Items from a data source:

□ □ □ □ □ □ □

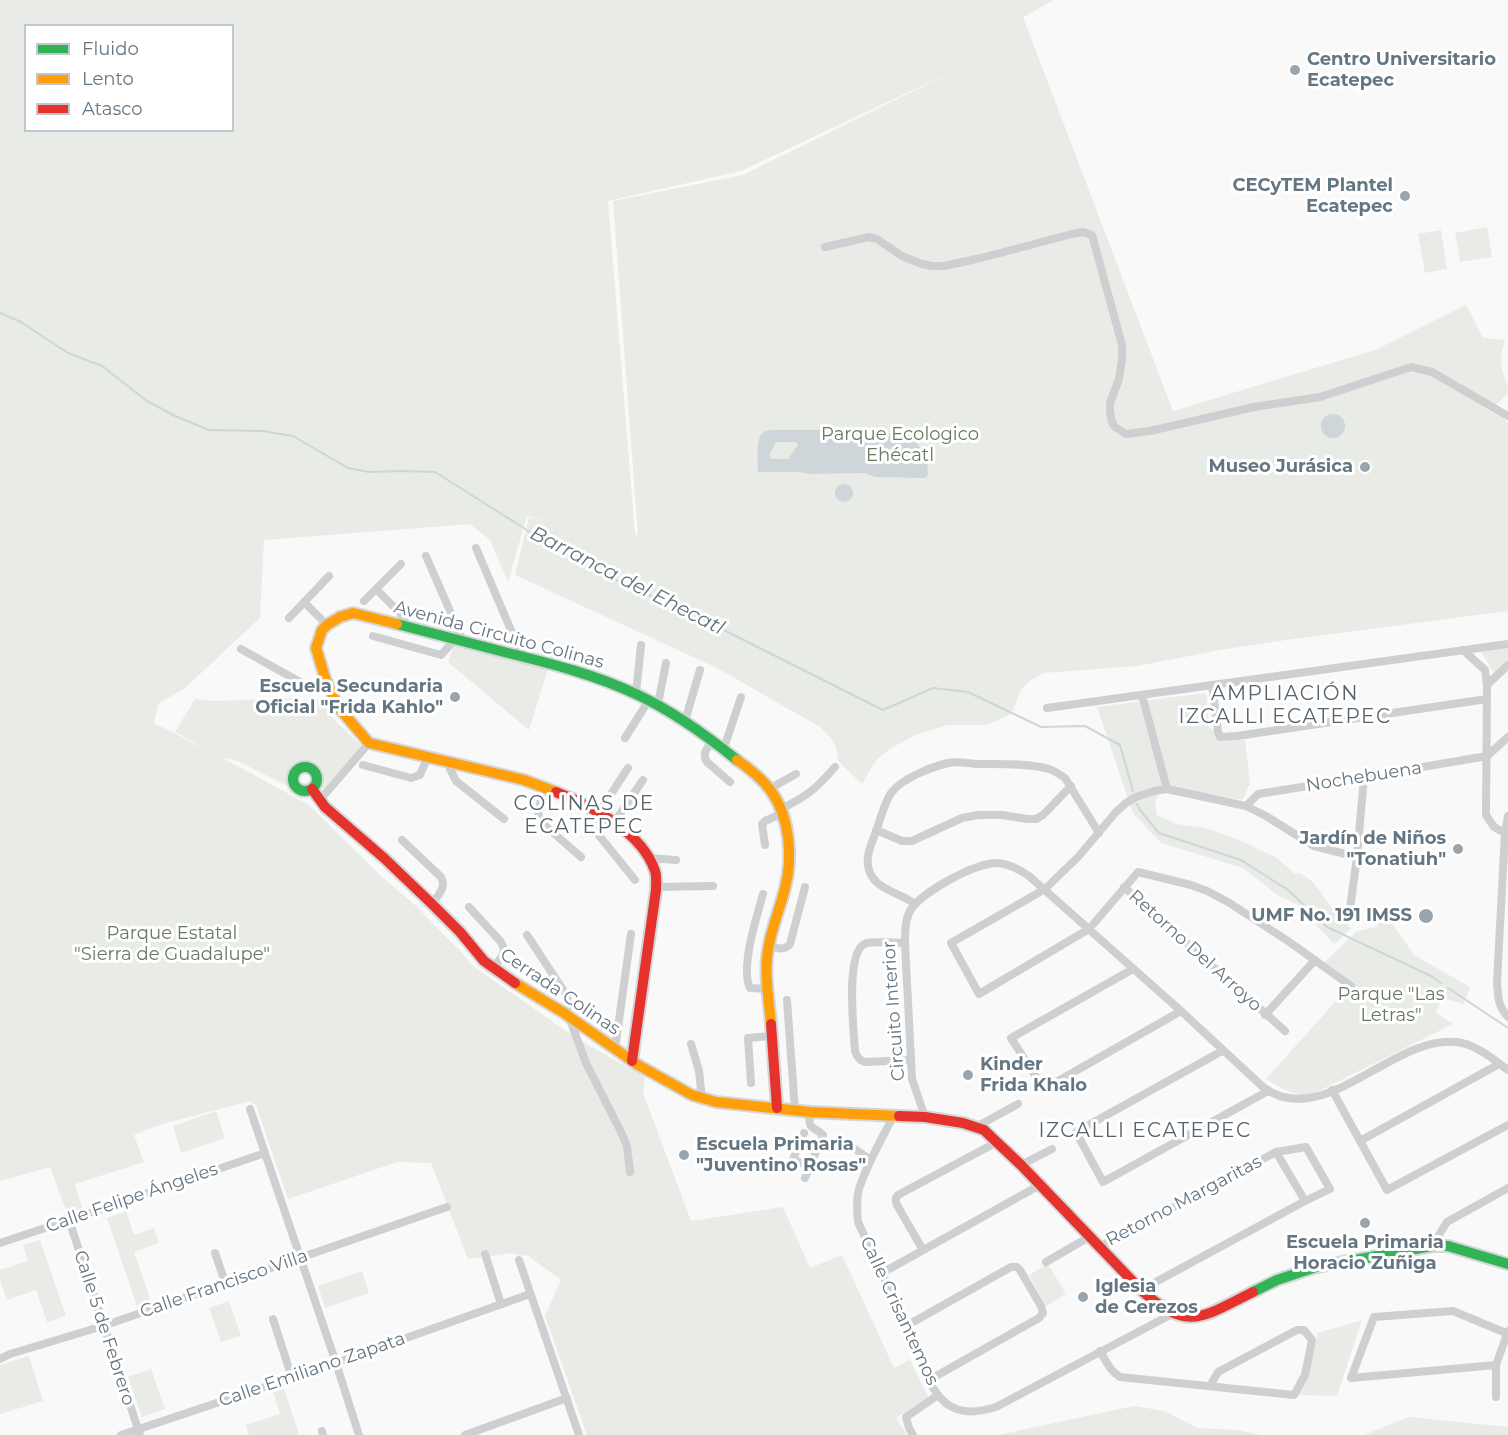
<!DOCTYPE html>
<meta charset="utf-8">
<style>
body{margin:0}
#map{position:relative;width:1508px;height:1435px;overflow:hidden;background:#f9f9f9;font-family:Montserrat,sans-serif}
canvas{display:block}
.legend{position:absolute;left:24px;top:24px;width:210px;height:108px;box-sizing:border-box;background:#fff;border:2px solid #c1c8cd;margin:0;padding:8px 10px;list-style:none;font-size:18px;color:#657683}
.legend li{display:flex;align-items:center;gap:12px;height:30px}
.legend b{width:30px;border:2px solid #c1c8cd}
</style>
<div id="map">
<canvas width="1508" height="1435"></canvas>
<ul class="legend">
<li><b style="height:8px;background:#30b455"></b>Fluido</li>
<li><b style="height:8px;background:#ff9f0a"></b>Lento</li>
<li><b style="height:8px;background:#e5322d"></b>Atasco</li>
</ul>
</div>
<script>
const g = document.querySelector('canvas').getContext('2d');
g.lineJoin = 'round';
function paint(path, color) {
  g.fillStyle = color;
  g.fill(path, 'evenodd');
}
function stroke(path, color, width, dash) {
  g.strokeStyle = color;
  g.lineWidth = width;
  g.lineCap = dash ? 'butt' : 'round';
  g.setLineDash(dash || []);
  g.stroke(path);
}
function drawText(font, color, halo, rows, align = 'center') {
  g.font = font + ' Montserrat,sans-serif';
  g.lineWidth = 6;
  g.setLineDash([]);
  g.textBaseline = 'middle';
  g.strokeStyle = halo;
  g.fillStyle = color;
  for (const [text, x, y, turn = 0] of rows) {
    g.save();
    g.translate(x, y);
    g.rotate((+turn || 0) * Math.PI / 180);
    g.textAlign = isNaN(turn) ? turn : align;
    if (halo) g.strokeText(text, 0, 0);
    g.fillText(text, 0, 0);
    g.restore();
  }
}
const green = new Path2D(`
 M0,0H1054L1023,17L1173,411L1375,350L1466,305L1483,338L1505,340C1504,346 1501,353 1501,359C1500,371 1508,381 1508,393L1497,404L1486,409L1502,417L1508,423V611L1286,640L1220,650L1137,666L1044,673L1028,682L1020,691L1013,711L1007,716L987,725H948L918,734L891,748L876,760L862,784L838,761C838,744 832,739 820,727L717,668L515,575L529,517L566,523L527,516L508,582L490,540L470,524L264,540L260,618L185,688L158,704L154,723L215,754L175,732L195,699L215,701L295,698L299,700L321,699L333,719L363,747L323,795C320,779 326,765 305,760C292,764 288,773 288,786L237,761L221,757L309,805L383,878L415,905L462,953L473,966L576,1038L645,1077L643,1093L691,1221L783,1207L810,1268L842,1255L894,1368L910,1360L928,1397L896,1418L907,1435H587L545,1316L561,1280L527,1255L521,1256L512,1253L468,1259L431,1163L397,1162L288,1199L256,1105L250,1101L159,1125L134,1135L144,1162L75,1184L83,1211L68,1216L50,1167L0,1181ZM26,26H232V130H26ZM962,67L743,175L613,201L638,535H635L608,201L741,171Z
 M1487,227L1492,257L1460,262L1455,233Z
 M1441,230L1447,269L1425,273L1418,234Z
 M454,646L548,669L529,730L448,662Z
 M1508,647V659L1494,673L1480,650Z
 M1206,693L1209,726L1223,741L1245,740L1250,783L1243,800L1166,787L1155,800L1157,815L1176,824L1206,828L1239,840L1277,858L1295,874L1300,873L1313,882L1332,908L1344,917L1351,929L1334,944L1296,904L1279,896L1243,868L1161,843L1133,813L1097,707Z
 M1381,907L1414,955L1470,987L1464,1004L1443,998L1435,1012L1453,1024L1317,1092L1303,1096L1285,1090L1266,1079L1352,983L1325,962L1357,931L1377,927Z
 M216,1111L225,1138L181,1153L173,1126Z
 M126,1211L134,1235L154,1228L159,1243L134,1252L151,1301L137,1306L107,1218Z
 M40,1240L66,1316L47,1322L36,1290L7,1300L0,1280V1270L28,1261L23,1245Z
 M1048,1264L1066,1294L1046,1306L1029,1275Z
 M362,1271L369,1293L325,1308L318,1286Z
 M229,1301L241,1336L221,1342L209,1308Z
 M1362,1320L1337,1396L1296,1395C1306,1375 1313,1355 1318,1333Z
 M29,1356L43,1401L0,1414V1365Z
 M151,1369L165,1409L142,1417L128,1377Z
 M284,1389L299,1434L295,1435H249L246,1425L280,1414L273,1392Z
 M1134,1406L1165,1411L1197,1428L1236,1430L1262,1435H998Z
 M1409,1417L1508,1427V1435H1364Z`);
const water = new Path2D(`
 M1321 426a12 12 0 1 1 24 0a12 12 0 1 1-24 0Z
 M771,430H820L829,433H911L927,459L928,475L925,478H922L875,477L865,473L811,474L799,472H758C758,463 756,441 761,435C764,431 766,431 771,430ZM776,442H796L798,445L788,459H771L769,455Z
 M835 493a9 9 0 1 1 18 0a9 9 0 1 1-18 0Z`);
const stream = new Path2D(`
 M0,313L21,322L68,353L102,366L147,401L175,416L209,430L262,431L293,436L348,468L369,472L401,471L435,472L557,549L618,581L696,616L883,710L933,688L968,692L1041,727L1085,726L1120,745L1133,791
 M1137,804L1140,810L1159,833L1241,860L1288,890L1327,927L1431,976L1441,983
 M1448,988L1508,1028`);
const street = new Path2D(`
 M825,247L869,237L877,239L902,256L919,263L931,266H944L981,258L1072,234L1083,232L1092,235L1122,345V359L1119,379L1110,403V412L1112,422L1115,427L1126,434L1150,431L1254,407L1320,397L1411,367L1432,372L1508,416
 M476,548L522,656
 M426,556L463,641
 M376,589L402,615L404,619L402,626
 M364,601L401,564
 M304,602L327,625
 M289,618L329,576
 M373,636L441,655L450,645L451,638
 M241,649L309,687H312L326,681
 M1463,650L1485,670L1487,685L1486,815L1494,827L1505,833
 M1212,685L1218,732L1220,737L1237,736L1487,699
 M1487,685L1508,665
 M636,693L641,645
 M1142,695L1167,789
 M658,704L666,663
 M1047,708L1508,644
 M685,721L700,670
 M625,738L649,700
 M713,740C708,748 701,753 707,762L730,782
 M724,748L741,697
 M450,762V769L456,781L504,819
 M363,765L411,778L420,775L428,756
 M547,788C542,799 534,811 541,822L581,857
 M769,789L796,774
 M320,800L369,743
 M1246,806L1258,794L1364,777L1487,756L1508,737
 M781,809C807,796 816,789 835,767
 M598,814L628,768
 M602,816L596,827L597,833L635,880
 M1508,816L1505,833L1497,982C1498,996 1498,1007 1508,1017
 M614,823L643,780
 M876,830L902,841H912L962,818L978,815H1002L1027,819H1036L1043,815L1071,786
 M402,840L441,877C447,887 438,895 432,904
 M765,845L762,824L765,821L783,813
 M649,858L676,860
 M656,887L713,886
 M1124,887L1285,1031
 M763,894C757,916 740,968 750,988L768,989
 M915,904C902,894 881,890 873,878C863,864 869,849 875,834C879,824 885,800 892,792C903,778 931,767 948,763C957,761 967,763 976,764C996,764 1030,763 1049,769C1055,771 1059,774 1065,778L1099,833
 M469,907L501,942L504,949L502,956L493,969
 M1349,916L1357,857L1364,777
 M527,935L567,996L568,1006L564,1013
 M905,943C895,943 876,941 867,943C844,948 854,1032 855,1051C857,1057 859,1060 865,1062L911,1060
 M768,946C776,948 785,951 790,944L805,887
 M1133,969L1011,1038L1044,1089L1181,1011
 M1351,986L1288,941L1228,902L1207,891L1191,885L1138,872L1089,929L979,994L951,943L1045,889L1078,857L1116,812L1126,803L1136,797L1154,791L1167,789L1246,806L1266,816L1314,846L1357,857
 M787,1000L795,1110
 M1265,1015L1315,960
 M569,1017L586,1063L621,1132L627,1146L630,1172
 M691,1044L699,1071L702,1099
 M615,1049L631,934
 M1222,1051L1076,1132L1103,1182L1268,1091
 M751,1083L748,1038L771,1036
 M1332,1090L1387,1190L1508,1125
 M250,1109L336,1363L359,1435
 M893,1117C881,1140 867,1164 859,1189C856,1200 857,1211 858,1222C874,1257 891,1292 907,1327C916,1350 927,1389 947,1404C963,1415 979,1412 996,1407L1172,1314
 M925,1117L912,1079L905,943C905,933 905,920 910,911C921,892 978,861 999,863C1010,864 1020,870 1029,876L1181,1011L1263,1087C1323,1132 1393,1035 1456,1042C1476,1044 1493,1059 1508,1070
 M976,1127L1018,1104
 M804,1133L793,1159L809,1167
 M843,1141L871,1160
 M1360,1141L1499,1064
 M1276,1152L1305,1201
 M1021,1165L1052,1149
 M805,1178L823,1135C812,1124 808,1132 810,1112
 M69,1220L140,1435
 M0,1243L69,1220L265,1153
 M1432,1246L1447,1222L1508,1188
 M1099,1247L1276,1152L1306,1147L1330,1189L1305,1201L1141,1290
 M923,1250L897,1205C895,1201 895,1198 898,1195L997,1142
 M215,1253L225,1282
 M485,1254L501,1304
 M519,1260L579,1435
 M1046,1262L1089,1237
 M882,1273L1040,1185
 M273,1319L292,1378
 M906,1326L1011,1267H1017L1020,1270L1041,1306L1043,1313L1039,1318L929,1380
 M1100,1351C1106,1361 1110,1371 1120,1377L1294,1395L1305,1375L1312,1340L1304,1330H1297L1218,1372L1210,1386
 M0,1359L10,1354L103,1326L447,1207
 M1496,1365L1351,1378L1374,1317L1453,1311L1506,1333
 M1496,1397V1365L1508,1331
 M322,1431L323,1435
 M121,1435L336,1363L530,1294
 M465,1435L567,1398
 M913,1435L909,1428L906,1417L938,1395`);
const fast = new Path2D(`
 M397,624C434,634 471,643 508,653C553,664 596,675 638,695C674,712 706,735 737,760
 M293 779a12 12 0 1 1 24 0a12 12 0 1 1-24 0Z
 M1253,1292L1277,1280L1316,1267L1432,1246H1448L1508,1264`);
const slow = new Path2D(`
 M397,624L353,613L340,617L327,625L322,630L316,648L326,681L339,708L369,743L524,780L556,792
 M737,760C750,769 762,778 771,791C790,817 793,858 785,888C780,909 771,929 768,950C764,975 769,1000 771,1024
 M515,983L564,1013L638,1065L692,1095L716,1102L810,1112L899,1116`);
const jam = new Path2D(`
 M312,789L325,807L384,858L432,904L460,932L484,961L515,983
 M556,792C592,806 642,832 655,871C657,877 656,884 656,890L632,1061
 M771,1024L777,1108
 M899,1116L925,1117L963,1123L984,1130L1021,1165L1141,1290C1189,1333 1202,1317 1253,1292`);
const markers = [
 [1295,70,6,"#99a4ac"],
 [1405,196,6,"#99a4ac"],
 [1365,467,6,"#99a4ac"],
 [455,697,6,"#99a4ac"],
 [1458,849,6,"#99a4ac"],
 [1426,916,8,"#99a4ac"],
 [968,1075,6,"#99a4ac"],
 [684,1155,6,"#99a4ac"],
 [1365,1223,6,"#99a4ac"],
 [1083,1297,6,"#99a4ac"]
];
const poiNames = [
 ["Centro Universitario",1307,60,"left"],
 ["Ecatepec",1307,81,"left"],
 ["CECyTEM Plantel",1393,186],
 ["Ecatepec",1393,207],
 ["Museo Jurásica",1353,467],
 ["Escuela Secundaria",443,687],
 ["Oficial \"Frida Kahlo\"",443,708],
 ["Jardín de Niños",1446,839],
 ["\"Tonatiuh\"",1446,860],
 ["UMF No. 191 IMSS",1412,916],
 ["Kinder",980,1065,"left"],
 ["Frida Khalo",980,1086,"left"],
 ["Escuela Primaria",696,1145,"left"],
 ["\"Juventino Rosas\"",696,1166,"left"],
 ["Escuela Primaria",1365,1243,"center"],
 ["Horacio Zuñiga",1365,1264,"center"],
 ["Iglesia",1095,1287,"left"],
 ["de Cerezos",1095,1308,"left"]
];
const parkNames = [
 ["Parque Ecologico",900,435],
 ["Ehécatl",900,456],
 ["Parque Estatal",172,934],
 ["\"Sierra de Guadalupe\"",172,955],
 ["Parque \"Las",1391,995],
 ["Letras\"",1391,1016]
];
const streetNames = [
 ["Avenida Circuito Colinas",499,635,15],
 ["Nochebuena",1364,777,-9],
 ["Retorno Del Arroyo",1195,951,42],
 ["Cerrada Colinas",560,992,34],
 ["Circuito Interior",894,1011,-94],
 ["Calle Felipe Ángeles",132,1198,-19],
 ["Retorno Margaritas",1184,1201,-28],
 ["Calle Francisco Villa",224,1284,-19],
 ["Calle Crisantemos",899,1311,65],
 ["Calle 5 de Febrero",104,1328,72],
 ["Calle Emiliano Zapata",312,1370,-19]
];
const waterNames = [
 ["Barranca del Ehecatl",627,581,27]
];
const neighbourhoodNames = [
 ["AMPLIACIÓN",1285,694],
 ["IZCALLI ECATEPEC",1285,717],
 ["COLINAS DE",584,804],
 ["ECATEPEC",584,827],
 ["IZCALLI ECATEPEC",1145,1131]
];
paint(green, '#e8ebe6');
paint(water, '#ced6d9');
stroke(stream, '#ced6d9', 2);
stroke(fast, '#d5d6d7', 14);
stroke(slow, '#d5d6d7', 14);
stroke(jam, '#d5d6d7', 14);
stroke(street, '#cecfd0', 8);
stroke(fast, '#30b455', 10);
stroke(slow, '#ff9f0a', 10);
stroke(jam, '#e5322d', 10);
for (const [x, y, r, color] of markers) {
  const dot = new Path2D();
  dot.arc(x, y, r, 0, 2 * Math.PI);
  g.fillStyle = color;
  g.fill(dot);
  stroke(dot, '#fff', 2);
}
drawText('bold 18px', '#657683', '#fff', poiNames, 'right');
drawText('18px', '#687a64', '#fff', parkNames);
drawText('18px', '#657683', '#fff', streetNames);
drawText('italic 20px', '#60757c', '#fff', waterNames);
g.letterSpacing = '1.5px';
drawText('20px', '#57646e', '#fff', neighbourhoodNames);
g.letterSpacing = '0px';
</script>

□ □ □ □ □ □ □

## What you have to do
When a line of the records includes "function", that line belongs in the answer.

## Task output
function paint(path, color) {
function stroke(path, color, width, dash) {
function drawText(font, color, halo, rows, align = 'center') {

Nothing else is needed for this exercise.